Transferred to the reserves in 1943 he returned to his posts in Melbourne, but continued with both engineering and educational projects for the army. After the war he was very active in promoting the specialty through training (undertaking another overseas tour in 1949, mainly to review training elsewhere) and developing its organisations. With the establishment of the Melbourne DA, and to ensure that all medical undergraduates received a grounding in anaesthesia, Kaye set up (within the department of physiology) a teaching department of two rooms, one for lectures and the other to display equipment, the beginnings of the museum now named after him. Unfortunately, his idealistic approach did not match that of others and, disenchanted, he gave up clinical anaesthesia in 1955. Between then and 1965 he was a member of the Department of Electrical Engineering at Melbourne University, designing monitoring equipment and teaching devices, before working for CIG, a company with medical equipment interests, until retirement.

Professional interests and activities

The early anaesthetic organisations in Australia were State sections of the BMA, but Kaye was the driving force in the formation of the Australian Society of Anaesthetists, becoming its first Secretary in 1934. He was instrumental in establishing DA examinations and, with the introduction of one by the University of Melbourne in 1946, he resigned from the ASA Secretary role to concentrate on teaching, but returned to the post in 1950. That year saw the first moves in the formation of a Faculty of Anaesthetists in the RACS, although it seems Kaye would have preferred a College, and the desire to establish a centre of excellence led him to personally fund a headquarters building for the ASA in Melbourne.
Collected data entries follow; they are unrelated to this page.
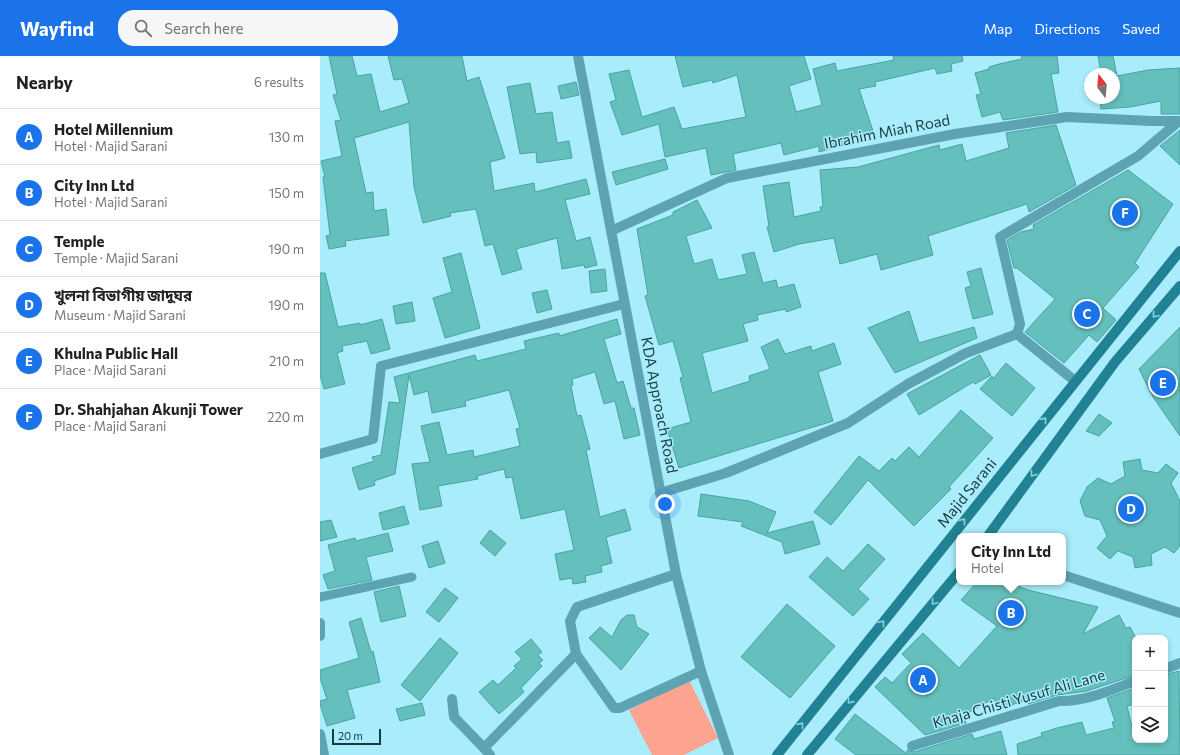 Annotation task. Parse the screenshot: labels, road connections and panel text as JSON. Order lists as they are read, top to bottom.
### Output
{
  "streets": {
    "main road": ["Majid Sarani"],
    "street": ["Ibrahim Miah Road", "KDA Approach Road", "Khaja Chisti Yusuf Ali Lane"]
  },
  "crossings": [
    ["Ibrahim Miah Road", "KDA Approach Road"]
  ],
  "scale_bar": "20 m",
  "north": "top",
  "page": {
    "header": "Wayfind",
    "search": "Search here",
    "nav": ["Map", "Directions", "Saved"],
    "heading": ["Nearby", "6 results"],
    "list": [
      {
        "mark": "A",
        "name": "Hotel Millennium",
        "note": "Hotel · Majid Sarani",
        "value": "130 m"
      },
      {
        "mark": "B",
        "name": "City Inn Ltd",
        "note": "Hotel · Majid Sarani",
        "value": "150 m"
      },
      {
        "mark": "C",
        "name": "Temple",
        "note": "Temple · Majid Sarani",
        "value": "190 m"
      },
      {
        "mark": "D",
        "name": "খুলনা বিভাগীয় জাদুঘর",
        "note": "Museum · Majid Sarani",
        "value": "190 m"
      },
      {
        "mark": "E",
        "name": "Khulna Public Hall",
        "note": "Place · Majid Sarani",
        "value": "210 m"
      },
      {
        "mark": "F",
        "name": "Dr. Shahjahan Akunji Tower",
        "note": "Place · Majid Sarani",
        "value": "220 m"
      }
    ],
    "pins": [
      "F",
      "C",
      "E",
      "D",
      "B",
      "A"
    ],
    "popup": ["City Inn Ltd", "Hotel"],
    "map_buttons": ["+", "−"],
    "scale": "20 m"
  }
}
The lack of enthusiasm for this project displayed by others and their casual attitude to what he had provided were major factors in his withdrawal from anaesthesia in 1955. Kaye published widely throughout his career, and was closely involved in the production of the first two Australian anaesthetic books. The range of his subjects was wide, but the major feature throughout was equipment, and in parallel to this interest he became a serious collector, and not only of anaesthetic equipment, but antiques as well, these also being the subjects of his literary output. All of his collections were eventually donated to relevant organisations, with his anaesthetic equipment forming a key part of the Geoffrey Kaye Museum of the Australian and New Zealand College of Anaesthetists in Melbourne.

Other biographical information

Kaye came of a wealthy family, and for much of his life this enabled him to pursue his enthusiasms with little concern for the need to earn a living. Failure to realise that others had to balance idealism with hard economics was behind the disenchantment with anaesthesia that developed in 1955. As well as being a keen collector he was a linguist, a ‘bon viveur’, and an ardent correspondent with those who he had met on his travels around the world.

Author and Sources

Author: Prof Tony Wildsmith

Sources and any other comments: The definitive biography of Kaye was written (see Anaesth Intensive Care 2007; 35: 3-10) by Dr Rod Westhorpe, and I thank him for his assistance with this summary. Gwen Wilson’s “One Grand Chain”, a history of anaesthesia in Australia, puts Kaye’s contributions into the broader context, and also provides the definitive account of the strength (and dangers) of his Martini cocktails!